Hyperestrogenism is associated with the malignant transformation of endometriosis, and the microenvironment provided by endometriosis facilitates the excessive accumulation of estrogen by several mechanisms. . Normally aromatase is absent in eutopic endometrial tissue, but in endometriotic tissue it is present at high levels . This enzyme catalyzes the conversion of androstenedione and testosterone to estrone and estradiol, respectively. Its presence in endometriotic tissue leads to constitutive expression of estradiol, and excess estradiol can lead to cell proliferation by inducing cytokine production. . Additionally, estradiol stimulates the production of prostaglandin E2, which promotes tumor growth and triggers aromatase activity, resulting in a positive feedback loop in favor of continued estrogen formation in endometriosis. [22, 24].

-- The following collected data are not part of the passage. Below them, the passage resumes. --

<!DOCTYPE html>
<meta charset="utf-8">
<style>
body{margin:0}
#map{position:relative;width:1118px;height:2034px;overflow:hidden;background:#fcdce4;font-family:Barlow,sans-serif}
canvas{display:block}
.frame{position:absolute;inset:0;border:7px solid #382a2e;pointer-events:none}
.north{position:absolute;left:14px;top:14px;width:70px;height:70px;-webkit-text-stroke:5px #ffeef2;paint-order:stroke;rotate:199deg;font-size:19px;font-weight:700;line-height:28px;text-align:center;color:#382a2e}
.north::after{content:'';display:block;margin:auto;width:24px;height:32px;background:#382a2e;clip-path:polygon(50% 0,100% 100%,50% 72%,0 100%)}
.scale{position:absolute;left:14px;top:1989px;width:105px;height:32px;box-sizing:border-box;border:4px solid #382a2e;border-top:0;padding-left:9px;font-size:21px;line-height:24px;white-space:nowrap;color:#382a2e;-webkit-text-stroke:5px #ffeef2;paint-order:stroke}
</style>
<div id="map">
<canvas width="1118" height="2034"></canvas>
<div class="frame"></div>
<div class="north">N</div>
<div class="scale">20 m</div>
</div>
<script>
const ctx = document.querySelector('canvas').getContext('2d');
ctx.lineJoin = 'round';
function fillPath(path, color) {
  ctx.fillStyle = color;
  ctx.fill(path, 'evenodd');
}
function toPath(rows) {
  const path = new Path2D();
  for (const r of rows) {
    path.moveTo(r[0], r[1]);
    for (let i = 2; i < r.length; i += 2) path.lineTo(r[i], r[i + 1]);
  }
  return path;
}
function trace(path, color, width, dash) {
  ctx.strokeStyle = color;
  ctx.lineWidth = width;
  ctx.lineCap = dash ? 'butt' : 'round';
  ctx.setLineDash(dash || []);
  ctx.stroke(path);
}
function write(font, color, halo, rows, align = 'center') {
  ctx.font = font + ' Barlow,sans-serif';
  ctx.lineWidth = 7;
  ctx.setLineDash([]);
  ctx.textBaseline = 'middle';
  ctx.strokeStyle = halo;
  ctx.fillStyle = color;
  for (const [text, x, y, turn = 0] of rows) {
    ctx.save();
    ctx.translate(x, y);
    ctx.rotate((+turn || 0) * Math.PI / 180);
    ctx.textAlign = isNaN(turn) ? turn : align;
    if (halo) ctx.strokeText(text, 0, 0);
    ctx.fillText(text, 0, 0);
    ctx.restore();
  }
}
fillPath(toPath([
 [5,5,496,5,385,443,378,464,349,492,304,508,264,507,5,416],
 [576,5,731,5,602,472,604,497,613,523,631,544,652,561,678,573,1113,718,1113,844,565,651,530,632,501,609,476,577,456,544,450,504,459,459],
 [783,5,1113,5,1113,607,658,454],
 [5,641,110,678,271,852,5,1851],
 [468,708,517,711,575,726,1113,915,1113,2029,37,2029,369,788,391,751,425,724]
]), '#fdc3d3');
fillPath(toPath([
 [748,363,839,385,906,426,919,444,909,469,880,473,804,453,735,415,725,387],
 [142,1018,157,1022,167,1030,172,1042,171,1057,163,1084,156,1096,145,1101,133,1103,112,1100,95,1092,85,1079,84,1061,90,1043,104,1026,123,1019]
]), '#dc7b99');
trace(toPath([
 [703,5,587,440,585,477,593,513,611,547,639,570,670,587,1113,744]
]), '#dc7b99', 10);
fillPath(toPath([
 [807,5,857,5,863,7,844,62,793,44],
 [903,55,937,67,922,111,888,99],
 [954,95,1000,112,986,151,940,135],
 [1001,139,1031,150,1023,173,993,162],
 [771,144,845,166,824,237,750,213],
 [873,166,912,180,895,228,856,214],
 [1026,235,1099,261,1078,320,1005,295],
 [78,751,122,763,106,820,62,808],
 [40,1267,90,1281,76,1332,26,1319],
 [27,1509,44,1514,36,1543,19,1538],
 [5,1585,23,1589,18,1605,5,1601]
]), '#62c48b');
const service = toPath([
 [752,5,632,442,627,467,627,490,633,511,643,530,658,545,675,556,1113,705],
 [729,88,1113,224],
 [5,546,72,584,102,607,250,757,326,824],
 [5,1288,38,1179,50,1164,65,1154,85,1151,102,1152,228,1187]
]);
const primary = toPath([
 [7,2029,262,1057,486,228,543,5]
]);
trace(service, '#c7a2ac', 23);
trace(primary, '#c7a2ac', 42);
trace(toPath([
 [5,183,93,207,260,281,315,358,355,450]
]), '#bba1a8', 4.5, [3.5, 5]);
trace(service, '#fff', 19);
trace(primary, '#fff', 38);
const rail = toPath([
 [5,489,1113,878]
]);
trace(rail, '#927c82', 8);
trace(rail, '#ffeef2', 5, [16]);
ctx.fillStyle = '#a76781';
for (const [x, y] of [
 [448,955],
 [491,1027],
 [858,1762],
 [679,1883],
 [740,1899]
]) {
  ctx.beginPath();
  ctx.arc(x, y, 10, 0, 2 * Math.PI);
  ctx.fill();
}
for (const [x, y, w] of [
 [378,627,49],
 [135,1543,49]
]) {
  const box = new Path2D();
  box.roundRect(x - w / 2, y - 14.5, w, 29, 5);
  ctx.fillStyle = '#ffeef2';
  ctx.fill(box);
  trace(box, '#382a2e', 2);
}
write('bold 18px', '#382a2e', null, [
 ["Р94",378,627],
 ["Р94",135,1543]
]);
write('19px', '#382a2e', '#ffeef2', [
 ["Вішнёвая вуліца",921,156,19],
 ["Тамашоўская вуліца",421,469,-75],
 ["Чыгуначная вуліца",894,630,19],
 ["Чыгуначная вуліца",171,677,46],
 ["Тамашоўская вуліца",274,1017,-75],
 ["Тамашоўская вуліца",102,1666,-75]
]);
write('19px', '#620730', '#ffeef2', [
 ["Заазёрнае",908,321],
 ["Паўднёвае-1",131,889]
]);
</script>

In obese women, the peripheral conversion of steroid hormones to estrone by aromatase increases, leading to a hyperestrogenic environment. Zanetta compared 31 patients with 62 controls and found that obese women using unopposed exogenous estrogen had a significantly increased risk of developing cancer from endometriosis (P= 0.05) . The patient had a BMI of 36.4 kg / m2, and hyperestrogenism linked to obesity may have been responsible for the malignant transformation of endometriosis.

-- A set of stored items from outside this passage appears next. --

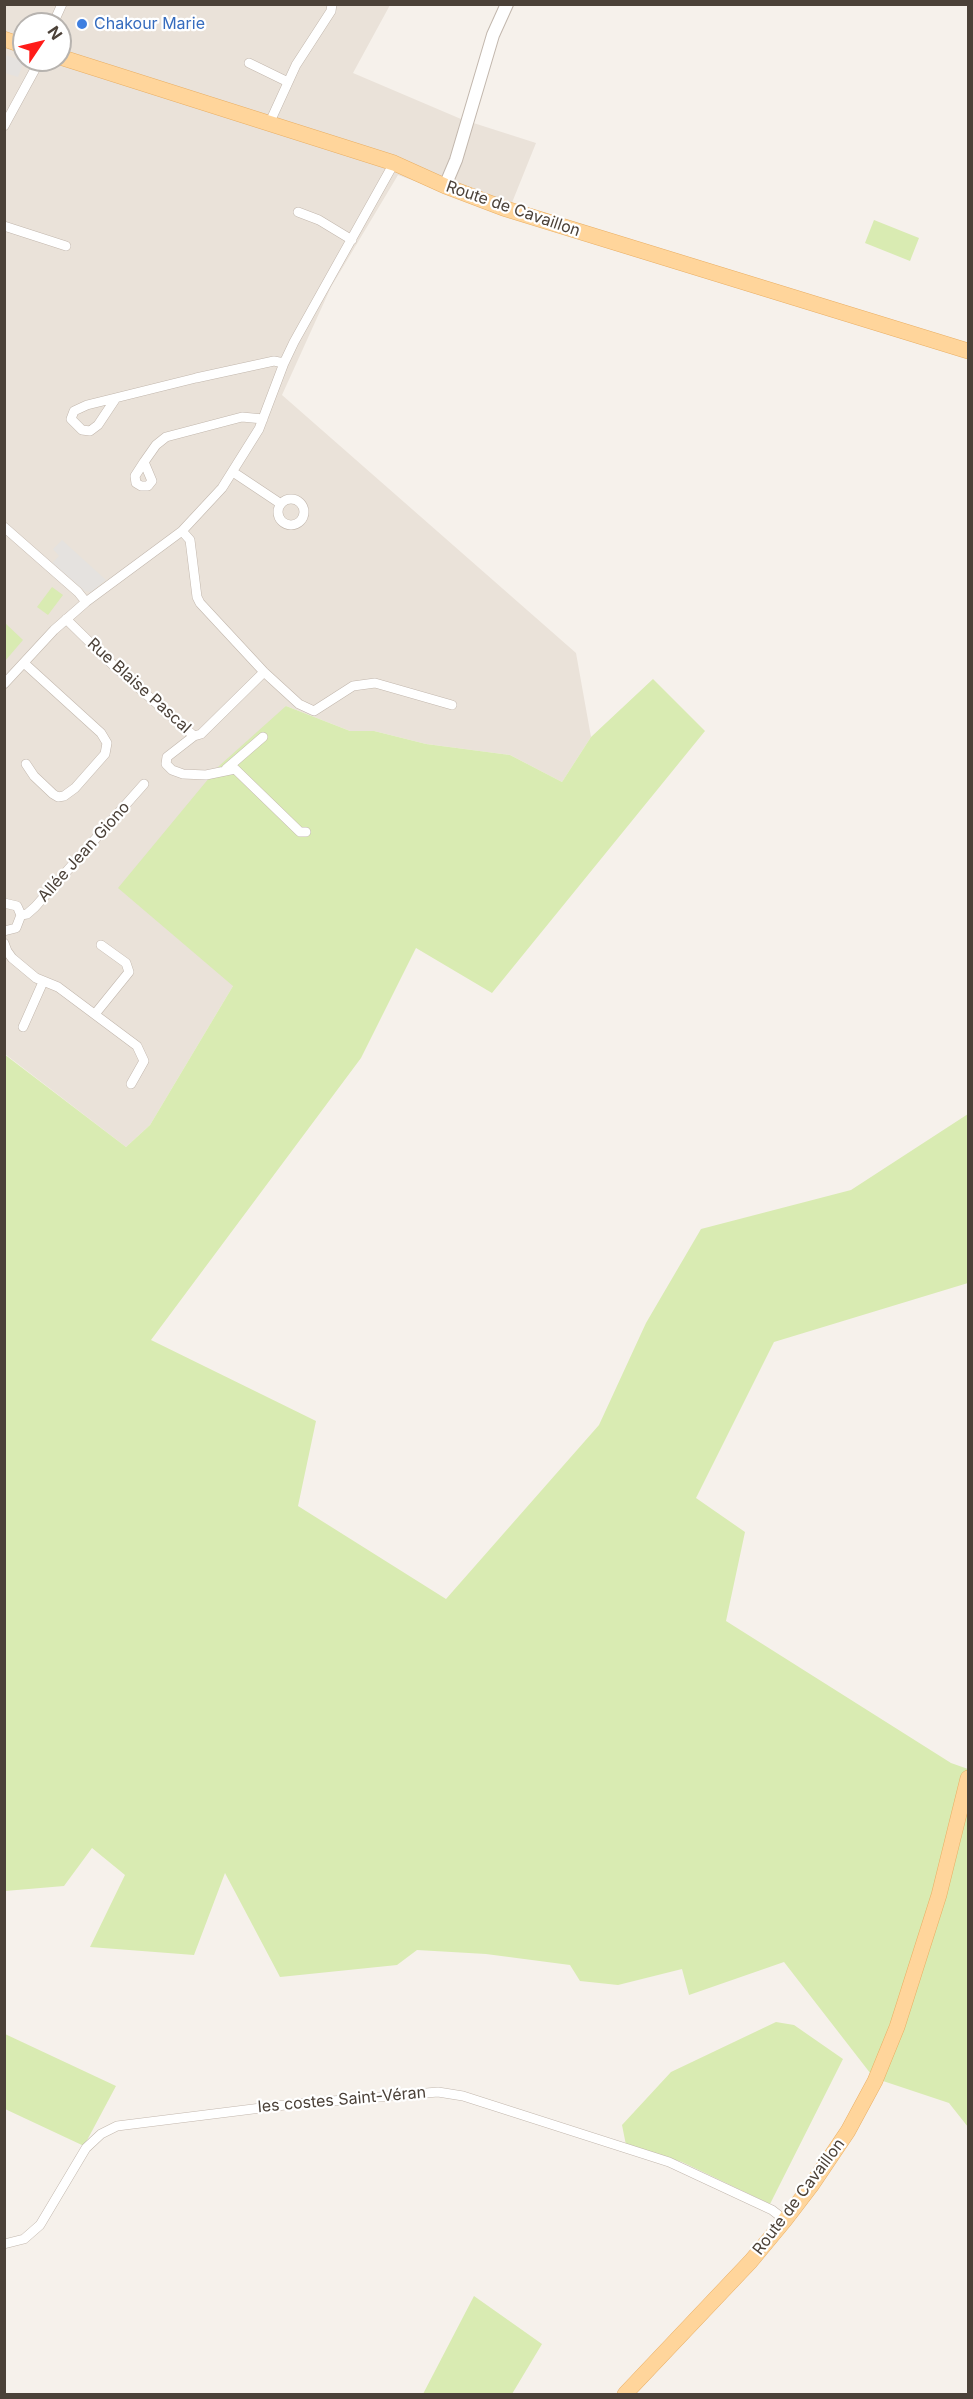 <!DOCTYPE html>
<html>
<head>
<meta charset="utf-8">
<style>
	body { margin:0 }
	#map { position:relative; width:973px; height:2399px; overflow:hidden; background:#f6f1eb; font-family:Inter,sans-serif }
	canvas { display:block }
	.frame { position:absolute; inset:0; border:6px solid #4b4138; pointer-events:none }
	.north { position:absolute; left:12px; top:12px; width:60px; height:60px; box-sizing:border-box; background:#fff; border:2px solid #b7b3af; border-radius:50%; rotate:55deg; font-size:16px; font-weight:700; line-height:24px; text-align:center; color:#4b4138 }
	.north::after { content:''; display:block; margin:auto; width:21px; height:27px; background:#ff1c19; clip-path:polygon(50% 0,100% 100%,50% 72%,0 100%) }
</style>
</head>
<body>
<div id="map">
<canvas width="973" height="2399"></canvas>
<div class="frame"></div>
<div class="north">N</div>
</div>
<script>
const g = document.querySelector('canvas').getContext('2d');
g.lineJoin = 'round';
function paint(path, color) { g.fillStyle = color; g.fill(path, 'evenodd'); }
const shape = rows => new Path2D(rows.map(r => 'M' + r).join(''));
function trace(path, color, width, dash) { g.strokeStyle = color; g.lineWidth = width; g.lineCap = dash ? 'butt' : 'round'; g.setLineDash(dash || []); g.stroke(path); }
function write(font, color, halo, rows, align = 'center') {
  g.font = font + ' Inter,sans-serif'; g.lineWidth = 4.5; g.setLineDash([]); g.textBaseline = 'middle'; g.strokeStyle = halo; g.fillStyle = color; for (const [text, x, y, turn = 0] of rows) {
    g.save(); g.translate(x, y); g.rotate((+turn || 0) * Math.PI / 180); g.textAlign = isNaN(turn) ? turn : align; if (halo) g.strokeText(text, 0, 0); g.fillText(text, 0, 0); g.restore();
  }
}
paint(shape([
	[4,5,390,5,353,73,461,119,536,143,507,215,398,175,331,287,282,395,576,653,591,737,562,782,510,755,426,744,374,731,350,731,286,706,233,986,150,1125,126,1147,5,1054],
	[24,24,60,24,60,60,24,60]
]), '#eae2d9');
paint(shape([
	[874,220,919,238,910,261,865,243],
	[52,587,63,595,48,615,37,607],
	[5,623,23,640,5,661],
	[653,679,705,731,492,993,416,948,361,1058,151,1340,316,1421,298,1506,446,1599,599,1425,646,1323,701,1229,851,1190,968,1114,968,1283,774,1342,696,1498,745,1532,726,1621,951,1763,968,1769,968,2127,949,2103,874,2078,784,1962,689,1995,682,1969,618,1985,580,1981,570,1965,486,1954,417,1950,397,1965,280,1977,225,1873,194,1955,90,1947,125,1875,92,1848,64,1886,5,1891,4,1054,126,1147,150,1125,233,986,118,888,219,766,286,706,350,731,374,731,426,744,510,755,562,782,591,737],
	[776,2022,794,2025,843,2059,770,2204,682,2162,626,2145,622,2125,671,2072],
	[5,2034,116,2086,84,2146,5,2109],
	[474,2296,542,2344,512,2394,423,2394]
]), '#d9ebb2');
paint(shape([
	[5,55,24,61,18,77,5,73],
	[62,540,106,580,91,592,85,591,52,563,59,556,53,549]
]), '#e5e2df');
const minor = shape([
	[53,24,62,4],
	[249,63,288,82],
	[269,124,296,65,331,11,332,4],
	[4,126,40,60],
	[298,212,319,220,352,240],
	[4,226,66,246],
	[116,398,98,425,90,431,82,430,71,419,74,411,87,405,196,378,274,361,284,363],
	[144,462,152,481,148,486,141,486,136,483,135,476,144,462,156,445,166,437,242,417,263,419],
	[233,472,281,504],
	'278 512a13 13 0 1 1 26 0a13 13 0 1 1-26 0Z',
	[4,527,78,592,86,602],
	[182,531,190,540,197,597,200,603,264,672,299,704,314,711,353,686,375,683,452,705],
	[66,619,115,667,194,736,201,734,264,672],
	[24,663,101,733,107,743,105,754,75,788,64,796,58,797,53,794,34,776,26,764],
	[4,684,54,630,86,602,182,531,222,488,259,429,284,363,294,342,394,163],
	[194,736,167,757,166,764,172,770,183,774,206,775,235,769,300,832,306,832],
	[226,769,263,737],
	[4,903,17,906,21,915,16,928,4,931],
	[21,915,27,914,35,907,144,784],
	[4,943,7,951,12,958,36,978,58,987,137,1046,144,1061,131,1084],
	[95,1014,129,972,126,963,101,945],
	[23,1027,43,982],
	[4,2244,24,2239,40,2225,86,2148,101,2134,117,2126,285,2105,438,2092,463,2096,669,2162,772,2210,785,2220]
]);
const tertiary = shape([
	[445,186,456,160,493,35,507,4]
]);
const primary = shape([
	[4,39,24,46],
	[60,57,394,163,445,186,503,208,968,351],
	[625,2394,751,2261,785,2220,811,2186,848,2131,875,2081,897,2027,939,1895,968,1778]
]);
trace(minor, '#c2b7ad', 10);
trace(tertiary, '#c2b7ad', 14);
trace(primary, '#e9af65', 16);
trace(minor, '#fff', 9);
trace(tertiary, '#fff', 12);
trace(primary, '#ffd59b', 15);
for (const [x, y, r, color] of [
	[82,24,6,"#3f7fe0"]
]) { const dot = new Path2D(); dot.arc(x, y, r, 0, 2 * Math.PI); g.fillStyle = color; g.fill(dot); trace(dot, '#fff', 2); }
write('16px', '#366cbe', '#fff', [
	["Chakour Marie",94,24]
], 'left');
write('16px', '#4b4138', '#fff', [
	["Route de Cavaillon",513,209,19],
	["Rue Blaise Pascal",139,686,42],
	["Allée Jean Giono",84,852,-48],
	["les costes Saint-Véran",342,2100,-5],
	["Route de Cavaillon",799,2197,-53]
]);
</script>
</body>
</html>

Endometrial cancer is a malignant epithelial tumor that forms in the endometrium. It is the most common gynecological malignancy in the United States . Risk factors for endometrial cancer include increased estrogen levels (caused by obesity, diabetes, and a high fat diet), early age at menarche, nulliparity, age late menopause, advanced age and tamoxifen use. [27,28,29,30]. Endometriosis is linked to endometrial cancer, reflecting overlapping risk factors, such as endogenous or exogenous hyperestrogenia and ovulatory dysfunction [9, 10]. In a recent meta-analysis, the risk of endometrial cancer is 40% higher in women with endometriosis .
This patient was diagnosed with vaginal cancer associated with stage I endometriosis and stage IA1 synchronous endometrial cancer. The patient needed full treatment for vaginal cancer combined with endometriosis and endometrial cancer. Given the limited experience with vaginal carcinoma associated with endometriosis, optimal management remains poorly established. Surgical excision of malignant lesions is used consistently in most patients. However, the need and composition of adjuvant therapy is not uniform and depends on the characteristics of the patient and the tumor. . For patients with epithelial tumors, adjuvant therapy is less frequently used. The patient had residual endometriosis involving her vagina and rectum (resection margin with endometriosis). Postoperative medical treatment for rectovaginal endometriosis is important . In the case, the progestogen was treated to suppress any spread of the residual endometriosis.
This case demonstrated a multistage transformation from endometriosis to complex hyperplasia to endometrioid carcinoma. Progression was individualized between implantation sites and even within the same organ. Once surgery is indicated, complete excision of endometriotic lesions is necessary as the residual lesion may include hidden malignancy.